When Apple sells a toothbrush in their store I pay attention. It’s not what I would expect to see on my way to the Genius Bar! The toothbrush in question is Colgate Smart Electronic Toothbrush E1 with Artificial Intelligence and surprisingly it retails for $99.95 (the Sonicare, which I have been using for 15 years – and swear by – is nearly double the price). What’s unique about this brush and why it’s sold at Apple is that it connects via Bluetooth to an app on your iPhone. You get pretty useful date including “coaching” to help you track spots you’ve missed, help you monitor how long you’re brushing, help you spot potential problem areas so you can focus on preventing cavities etc. (and the app lets you keep records of everything so you can share the info with your dentist), and there’s even a game option which could be useful to get kids on board with proper brushing. Though I must say, when I was a kid, I had a toothbrush holder that played music and when the song was done so was brushing time… it worked just fine! The data does offer a lot of interest and helpful insight, however, many people (including Bag Snob Tina who first brought this up to me) are worried about Bluetooth connectivity and radiation…is there a link?
“While cell phones have been around for awhile, the rise of wearable technologies such as the Apple Watch and FitBits has lead to increased interest in possible harms caused by these technologies,” says Matthew Mintz, MD. “Most emit electromagnetic energy in the form of radio-frequency (RF), which is technically “radiation” however RF waves, unlike X-rays, do not interact with the chemicals or cells in your body, and should in theory be safe.”
Note he says in theory. The issue is that most research has been done with cell phones. “Two studies were recently published by the government (one in rats, one in mice) that have over 10 years of data, and found that there is essentially no harm for cell phones.” Moreover he notes that Bluetooth head sets were recommended to be used to decrease potential exposure from cellphones causing brain cancer!

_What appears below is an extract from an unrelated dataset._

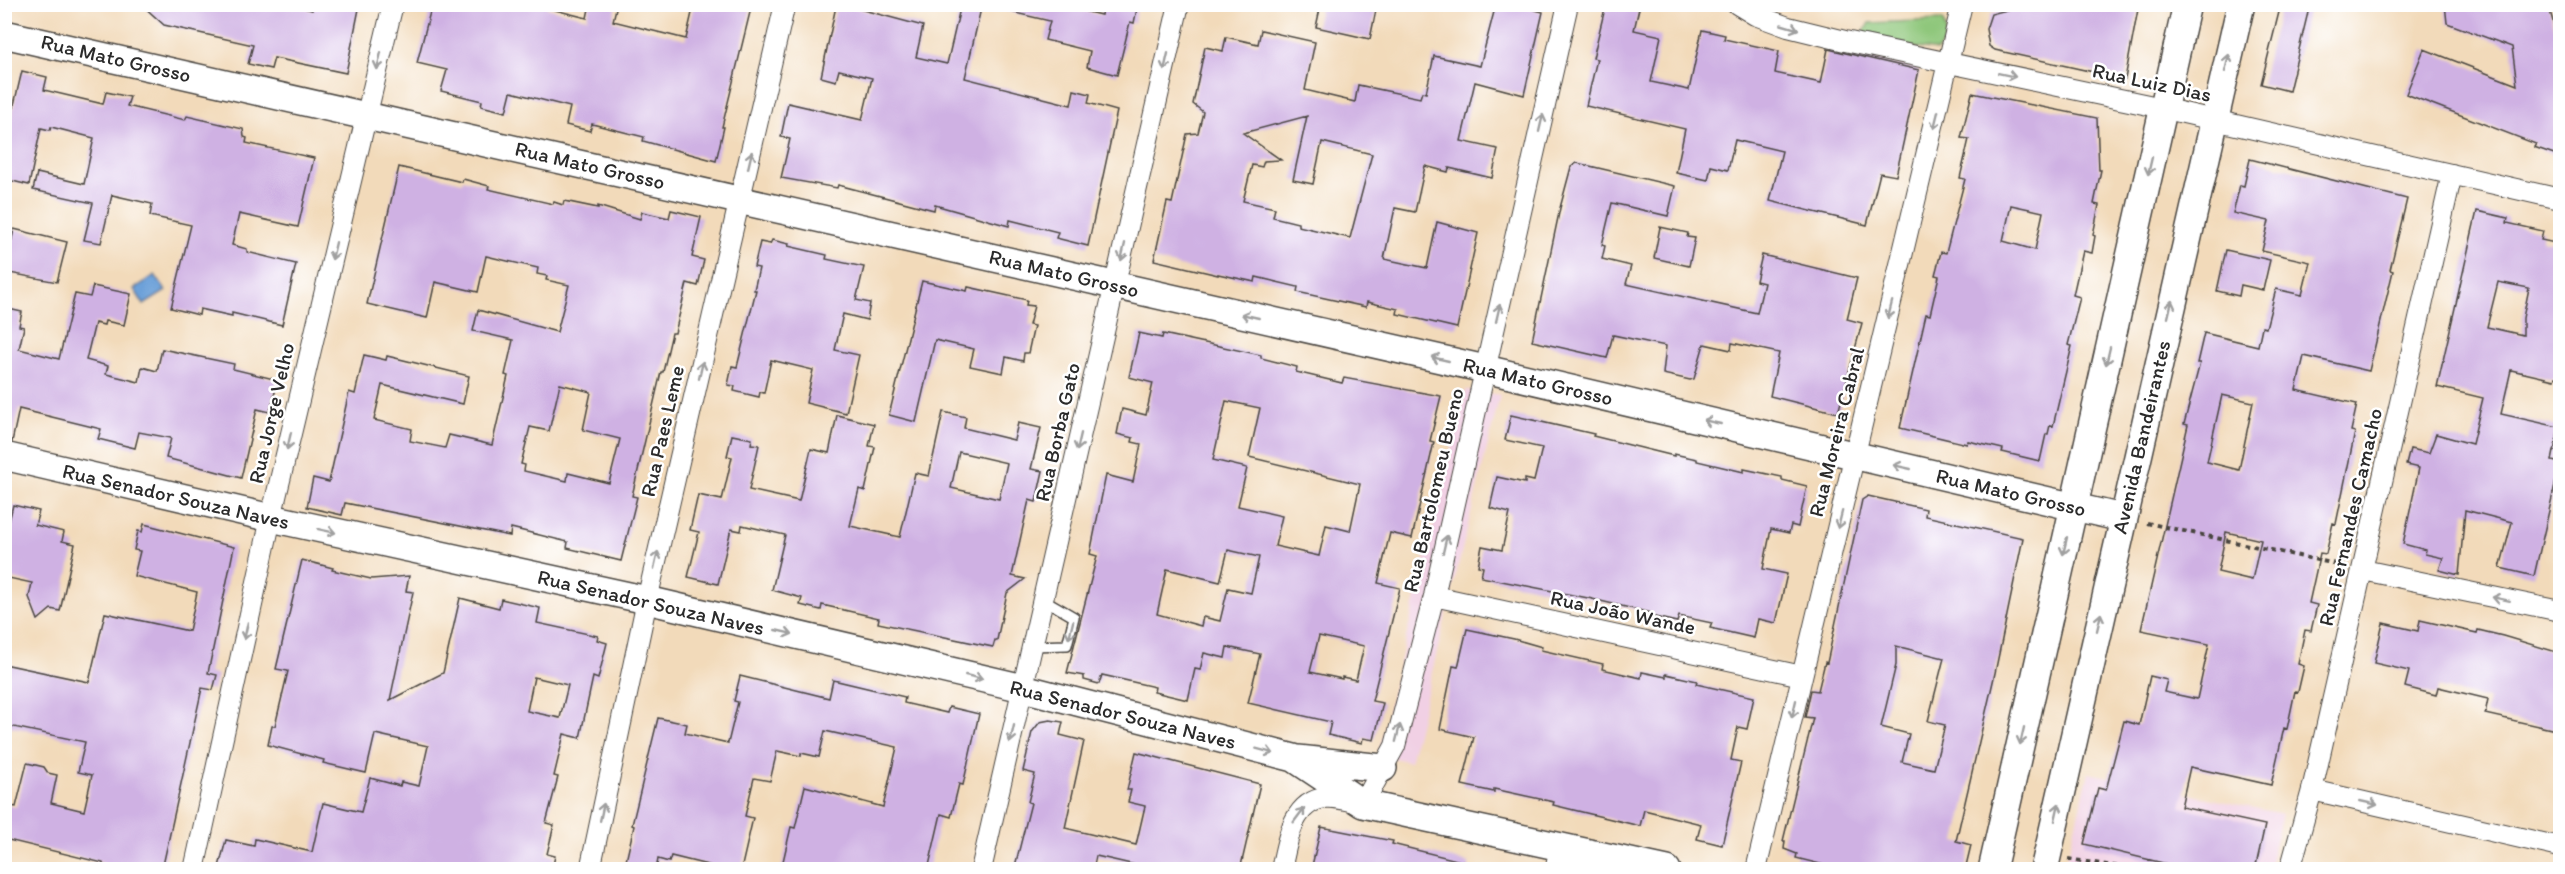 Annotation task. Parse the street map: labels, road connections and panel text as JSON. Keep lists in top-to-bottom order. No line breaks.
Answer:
{"streets":{"main road":["Rua Mato Grosso","Avenida Bandeirantes","Rua Senador Souza Naves"],"street":["Rua Luiz Dias","Rua Jorge Velho","Rua Paes Leme","Rua Borba Gato","Rua Moreira Cabral","Rua Bartolomeu Bueno","Rua Fernandes Camacho","Rua João Wande"]},"crossings":[["Rua Mato Grosso","Rua Jorge Velho"],["Rua Mato Grosso","Rua Paes Leme"],["Rua Mato Grosso","Rua Borba Gato"],["Rua Mato Grosso","Rua Moreira Cabral"],["Rua Mato Grosso","Avenida Bandeirantes"],["Rua Mato Grosso","Rua Bartolomeu Bueno"],["Rua Luiz Dias","Rua Moreira Cabral"],["Rua Luiz Dias","Avenida Bandeirantes"],["Rua Luiz Dias","Rua Fernandes Camacho"],["Rua Jorge Velho","Rua Senador Souza Naves"],["Rua Paes Leme","Rua Senador Souza Naves"],["Rua Borba Gato","Rua Senador Souza Naves"],["Rua Moreira Cabral","Rua João Wande"],["Rua Bartolomeu Bueno","Rua Senador Souza Naves"],["Rua Bartolomeu Bueno","Rua João Wande"]],"one_way":["Rua Mato Grosso","Rua Luiz Dias","Rua Jorge Velho","Rua Paes Leme","Rua Borba Gato","Rua Moreira Cabral","Rua Bartolomeu Bueno","Rua Senador Souza Naves"]}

“While there is much less information on Bluetooth, Bluetooth has similar or even lower RF than cell phones, and there is currently no studies demonstrating any harm with prolonged use. Thus, use of Bluetooh, even if used close to the head for a limited amount of time, (such as in a Bluetooth toothbrush) is probably very safe. More research is certainly needed, both in regards to cumulative effects over time, and now with increasing use of technology, multiple devices at once, i.e using a cellphone, apple watch, and Bluetooth headphones simultaneously.”
With that, if you find yourself constantly struggling with issues at the dentist, a smart toothbrush seems like a worthwhile and safe option to look into… knowledge is power after-all. But we should all be conscious about how much exposure we’re getting to RF and whether it’s really necessary and pick and choose accordingly.